Merck & Co. Inc. was the second foreign firm to submit an application for the introduction of a patent related to penicillin in Spain, and did so in March 1949. Between March and June that year, the four Merck patent applications for producing penicillin were approved by the Registro de la Propiedad Industrial (Industrial Property Registry). All of them were invention patents except for patent number one, entitled, "A procedure for penicillin production", which was an introduction patent 34.
At the end of 1949, the US firm Schenley Industries, Inc. also applied. It submitted four applications and one was approved: "A method for the production of penicillin sodium". The novelty of Schenley's patents was that, while Merck and Lovens always tried to protect procedures and methods, this company was the only one of the three that also sought to patent a device or instrument: a device for aerating liquids (patent number 194256)35.
By introducing their patents -or applying for them- firm applicants showed the strategies to protect their knowledge. The applications also show that the firms were in search of and occupying these virgin markets for penicillin in which production plants could be built. The market for penicillin was huge and US firms and, later on, European firms had been fast in producing this drug36.
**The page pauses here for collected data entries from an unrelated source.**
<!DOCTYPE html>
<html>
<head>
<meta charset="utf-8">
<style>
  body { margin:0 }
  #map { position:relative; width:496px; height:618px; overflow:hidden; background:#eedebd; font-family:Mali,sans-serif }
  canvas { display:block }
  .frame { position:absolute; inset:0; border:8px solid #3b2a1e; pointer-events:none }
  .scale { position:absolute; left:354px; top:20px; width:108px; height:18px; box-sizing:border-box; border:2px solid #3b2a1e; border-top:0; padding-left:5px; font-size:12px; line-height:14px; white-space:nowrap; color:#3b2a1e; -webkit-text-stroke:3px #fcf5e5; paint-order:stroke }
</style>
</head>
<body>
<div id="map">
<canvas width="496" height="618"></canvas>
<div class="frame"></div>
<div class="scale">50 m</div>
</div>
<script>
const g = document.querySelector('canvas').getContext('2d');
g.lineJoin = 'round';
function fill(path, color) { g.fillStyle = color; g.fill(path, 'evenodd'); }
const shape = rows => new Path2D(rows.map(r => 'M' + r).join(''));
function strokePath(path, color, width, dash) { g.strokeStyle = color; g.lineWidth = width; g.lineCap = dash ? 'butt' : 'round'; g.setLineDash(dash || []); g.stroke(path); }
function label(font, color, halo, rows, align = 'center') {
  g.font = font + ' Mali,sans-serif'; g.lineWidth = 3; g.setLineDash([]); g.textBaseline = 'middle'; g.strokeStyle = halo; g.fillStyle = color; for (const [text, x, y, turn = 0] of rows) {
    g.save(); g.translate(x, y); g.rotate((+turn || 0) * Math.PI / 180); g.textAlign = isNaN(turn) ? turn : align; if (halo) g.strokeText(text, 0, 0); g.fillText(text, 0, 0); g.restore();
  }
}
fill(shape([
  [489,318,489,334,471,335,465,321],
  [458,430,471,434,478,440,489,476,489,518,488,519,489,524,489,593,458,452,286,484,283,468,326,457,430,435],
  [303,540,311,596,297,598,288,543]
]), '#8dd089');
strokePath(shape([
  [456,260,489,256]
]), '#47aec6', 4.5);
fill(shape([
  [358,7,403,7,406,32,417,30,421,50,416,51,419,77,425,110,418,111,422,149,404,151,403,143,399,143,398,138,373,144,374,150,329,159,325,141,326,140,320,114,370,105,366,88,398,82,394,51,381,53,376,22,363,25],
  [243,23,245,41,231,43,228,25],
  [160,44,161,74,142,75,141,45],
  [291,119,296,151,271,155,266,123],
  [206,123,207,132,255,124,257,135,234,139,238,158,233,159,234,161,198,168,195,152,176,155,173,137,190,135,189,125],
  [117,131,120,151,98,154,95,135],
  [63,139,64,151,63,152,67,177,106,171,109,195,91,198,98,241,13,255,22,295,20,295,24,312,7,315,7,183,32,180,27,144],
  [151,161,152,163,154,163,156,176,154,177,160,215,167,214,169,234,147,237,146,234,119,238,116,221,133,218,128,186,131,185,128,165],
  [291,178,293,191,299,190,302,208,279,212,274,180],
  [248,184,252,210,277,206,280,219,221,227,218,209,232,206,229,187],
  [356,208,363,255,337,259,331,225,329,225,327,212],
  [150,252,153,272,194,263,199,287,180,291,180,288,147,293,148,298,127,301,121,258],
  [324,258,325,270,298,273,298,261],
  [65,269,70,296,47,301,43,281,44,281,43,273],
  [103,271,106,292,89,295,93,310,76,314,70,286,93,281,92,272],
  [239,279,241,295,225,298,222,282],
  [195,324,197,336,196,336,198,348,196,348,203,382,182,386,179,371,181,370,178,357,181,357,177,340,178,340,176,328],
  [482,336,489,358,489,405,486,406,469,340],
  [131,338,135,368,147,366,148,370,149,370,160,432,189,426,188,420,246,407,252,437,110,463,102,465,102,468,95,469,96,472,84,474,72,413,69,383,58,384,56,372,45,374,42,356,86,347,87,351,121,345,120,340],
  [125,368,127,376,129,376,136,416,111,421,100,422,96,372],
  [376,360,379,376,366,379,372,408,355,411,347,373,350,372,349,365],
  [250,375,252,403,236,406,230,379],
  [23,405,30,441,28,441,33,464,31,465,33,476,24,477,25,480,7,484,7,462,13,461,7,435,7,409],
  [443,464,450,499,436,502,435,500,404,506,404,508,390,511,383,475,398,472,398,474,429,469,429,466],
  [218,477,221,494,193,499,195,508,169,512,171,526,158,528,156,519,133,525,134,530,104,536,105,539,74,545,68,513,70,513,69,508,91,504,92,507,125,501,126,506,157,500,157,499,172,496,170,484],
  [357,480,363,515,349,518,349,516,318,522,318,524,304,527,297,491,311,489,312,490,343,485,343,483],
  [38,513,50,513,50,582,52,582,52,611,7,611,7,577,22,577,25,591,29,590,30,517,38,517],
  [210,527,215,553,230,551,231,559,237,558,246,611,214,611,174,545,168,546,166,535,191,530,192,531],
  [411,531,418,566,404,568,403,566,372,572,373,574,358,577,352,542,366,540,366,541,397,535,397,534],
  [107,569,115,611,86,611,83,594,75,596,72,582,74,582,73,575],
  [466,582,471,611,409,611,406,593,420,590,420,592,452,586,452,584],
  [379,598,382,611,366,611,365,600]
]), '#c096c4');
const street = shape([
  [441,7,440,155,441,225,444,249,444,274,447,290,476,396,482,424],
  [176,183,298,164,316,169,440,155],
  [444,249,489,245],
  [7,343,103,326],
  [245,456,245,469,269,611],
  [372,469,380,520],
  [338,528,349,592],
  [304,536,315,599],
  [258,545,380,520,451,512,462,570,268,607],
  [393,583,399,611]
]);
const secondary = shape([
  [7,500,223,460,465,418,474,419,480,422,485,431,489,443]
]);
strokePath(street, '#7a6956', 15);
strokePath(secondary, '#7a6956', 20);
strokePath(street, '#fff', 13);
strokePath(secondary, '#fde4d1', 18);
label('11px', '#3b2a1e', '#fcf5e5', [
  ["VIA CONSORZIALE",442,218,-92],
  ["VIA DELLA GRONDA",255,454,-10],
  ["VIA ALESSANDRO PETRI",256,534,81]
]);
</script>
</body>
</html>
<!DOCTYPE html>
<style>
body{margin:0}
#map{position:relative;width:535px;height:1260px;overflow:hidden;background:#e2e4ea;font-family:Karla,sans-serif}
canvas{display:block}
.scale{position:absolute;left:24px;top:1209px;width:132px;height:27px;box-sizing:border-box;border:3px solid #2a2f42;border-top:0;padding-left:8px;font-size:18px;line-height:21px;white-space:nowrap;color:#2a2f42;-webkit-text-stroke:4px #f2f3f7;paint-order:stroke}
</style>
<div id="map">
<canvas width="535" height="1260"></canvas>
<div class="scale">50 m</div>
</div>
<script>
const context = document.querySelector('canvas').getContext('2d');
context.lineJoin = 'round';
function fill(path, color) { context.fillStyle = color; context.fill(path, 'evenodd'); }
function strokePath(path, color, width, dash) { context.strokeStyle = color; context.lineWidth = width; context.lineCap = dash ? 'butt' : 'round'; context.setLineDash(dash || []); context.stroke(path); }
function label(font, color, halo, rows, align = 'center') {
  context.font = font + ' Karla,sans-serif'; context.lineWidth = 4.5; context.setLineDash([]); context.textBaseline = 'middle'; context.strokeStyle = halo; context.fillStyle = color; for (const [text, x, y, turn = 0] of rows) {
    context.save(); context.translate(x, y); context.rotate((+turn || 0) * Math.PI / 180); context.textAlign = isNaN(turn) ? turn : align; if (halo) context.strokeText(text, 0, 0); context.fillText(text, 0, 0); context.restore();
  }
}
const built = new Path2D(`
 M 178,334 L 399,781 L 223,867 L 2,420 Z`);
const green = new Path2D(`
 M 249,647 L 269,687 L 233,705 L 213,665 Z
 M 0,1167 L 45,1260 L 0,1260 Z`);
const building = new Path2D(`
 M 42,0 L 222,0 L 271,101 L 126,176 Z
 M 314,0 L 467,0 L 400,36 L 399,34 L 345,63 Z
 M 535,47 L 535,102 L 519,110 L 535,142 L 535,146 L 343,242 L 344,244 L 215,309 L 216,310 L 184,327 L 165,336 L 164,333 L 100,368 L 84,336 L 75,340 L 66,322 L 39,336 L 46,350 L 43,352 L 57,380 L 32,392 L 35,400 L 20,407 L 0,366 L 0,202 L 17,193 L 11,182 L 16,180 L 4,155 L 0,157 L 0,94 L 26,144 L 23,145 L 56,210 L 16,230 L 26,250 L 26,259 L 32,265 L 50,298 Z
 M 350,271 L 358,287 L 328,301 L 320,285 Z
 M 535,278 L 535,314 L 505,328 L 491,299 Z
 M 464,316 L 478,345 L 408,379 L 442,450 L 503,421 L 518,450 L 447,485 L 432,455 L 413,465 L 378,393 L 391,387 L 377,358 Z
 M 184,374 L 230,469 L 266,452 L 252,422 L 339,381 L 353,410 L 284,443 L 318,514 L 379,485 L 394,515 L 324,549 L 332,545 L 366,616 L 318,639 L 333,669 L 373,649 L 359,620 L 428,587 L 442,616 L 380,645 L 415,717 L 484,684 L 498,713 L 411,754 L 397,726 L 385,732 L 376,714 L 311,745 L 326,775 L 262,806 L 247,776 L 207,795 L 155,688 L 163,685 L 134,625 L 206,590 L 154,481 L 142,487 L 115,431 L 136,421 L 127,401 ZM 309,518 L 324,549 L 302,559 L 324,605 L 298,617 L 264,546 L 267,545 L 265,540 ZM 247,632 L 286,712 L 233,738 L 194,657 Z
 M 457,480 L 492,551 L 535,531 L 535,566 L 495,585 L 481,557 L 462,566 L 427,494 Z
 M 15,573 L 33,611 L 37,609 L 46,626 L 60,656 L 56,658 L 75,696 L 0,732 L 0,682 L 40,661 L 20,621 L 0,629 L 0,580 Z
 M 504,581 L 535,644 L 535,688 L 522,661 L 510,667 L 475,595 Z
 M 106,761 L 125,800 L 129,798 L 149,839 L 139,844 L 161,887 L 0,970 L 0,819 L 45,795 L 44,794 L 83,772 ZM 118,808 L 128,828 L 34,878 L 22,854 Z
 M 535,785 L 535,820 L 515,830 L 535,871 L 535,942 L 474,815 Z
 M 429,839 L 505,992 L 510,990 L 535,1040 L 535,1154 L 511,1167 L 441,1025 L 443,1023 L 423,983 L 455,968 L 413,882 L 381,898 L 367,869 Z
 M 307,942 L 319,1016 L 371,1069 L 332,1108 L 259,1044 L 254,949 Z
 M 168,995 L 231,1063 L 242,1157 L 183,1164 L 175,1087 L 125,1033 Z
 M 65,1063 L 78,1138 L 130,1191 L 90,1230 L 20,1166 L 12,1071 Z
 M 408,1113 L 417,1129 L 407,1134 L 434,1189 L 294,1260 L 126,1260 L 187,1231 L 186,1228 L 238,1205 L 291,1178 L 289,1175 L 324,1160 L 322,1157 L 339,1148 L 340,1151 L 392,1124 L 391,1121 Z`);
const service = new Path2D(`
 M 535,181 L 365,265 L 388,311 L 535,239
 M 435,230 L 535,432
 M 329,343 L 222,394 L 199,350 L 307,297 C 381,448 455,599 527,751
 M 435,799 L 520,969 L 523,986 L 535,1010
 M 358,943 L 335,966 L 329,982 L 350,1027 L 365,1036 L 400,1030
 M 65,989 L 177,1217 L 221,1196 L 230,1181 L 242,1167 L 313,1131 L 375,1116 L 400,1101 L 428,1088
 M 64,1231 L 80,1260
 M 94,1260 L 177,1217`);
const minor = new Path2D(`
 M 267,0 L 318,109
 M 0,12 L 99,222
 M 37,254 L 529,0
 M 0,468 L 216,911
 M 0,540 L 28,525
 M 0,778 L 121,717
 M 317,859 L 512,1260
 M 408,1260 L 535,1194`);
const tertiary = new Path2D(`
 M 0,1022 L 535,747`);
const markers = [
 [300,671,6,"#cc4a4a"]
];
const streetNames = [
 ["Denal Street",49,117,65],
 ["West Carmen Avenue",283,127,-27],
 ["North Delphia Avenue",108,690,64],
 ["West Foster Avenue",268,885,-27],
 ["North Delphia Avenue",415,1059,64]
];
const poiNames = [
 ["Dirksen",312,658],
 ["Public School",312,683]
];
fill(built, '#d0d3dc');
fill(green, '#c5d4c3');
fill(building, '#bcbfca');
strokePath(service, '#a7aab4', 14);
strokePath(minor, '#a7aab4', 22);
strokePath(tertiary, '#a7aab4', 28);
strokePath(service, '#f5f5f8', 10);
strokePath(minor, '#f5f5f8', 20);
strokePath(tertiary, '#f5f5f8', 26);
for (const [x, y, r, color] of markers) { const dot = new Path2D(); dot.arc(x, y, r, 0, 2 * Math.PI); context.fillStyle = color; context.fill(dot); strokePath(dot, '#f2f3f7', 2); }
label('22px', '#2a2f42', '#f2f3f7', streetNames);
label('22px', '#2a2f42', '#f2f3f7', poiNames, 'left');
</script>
In August 1949, the Ministry of Industry published its decision to grant two penicillin production plants37. The two companies were by then already moving ahead. Each of them had contacted foreign firms for the acquisition of manufacturing rights. In search of the difficult balance between protecting knowledge and opening up new markets, they all had to abide by the procedure required by the Spanish Industrial Protection Law. The accepted proposals were the one submitted by the "Consorcio Químico Español, S.A. and Banco Urquijo S.A." and the one by "Industria Española de Antibióticos S.A.". "Consorcio Químico Español, S.A. and Banco Urquijo S.A" created the Compañía Española de Penicilinas y Antibióticos (CEPA) in 1949, which acquired Merck's patent to produce penicillin. CEPA built a plant in Madrid, and another one in Aranjuez, a town a few kilometres South of Madrid. The second group whose proposal was accepted was Antibióticos S.A., which acquired Schenley's patent and set up their plant in León, a city in Northwest Spain38.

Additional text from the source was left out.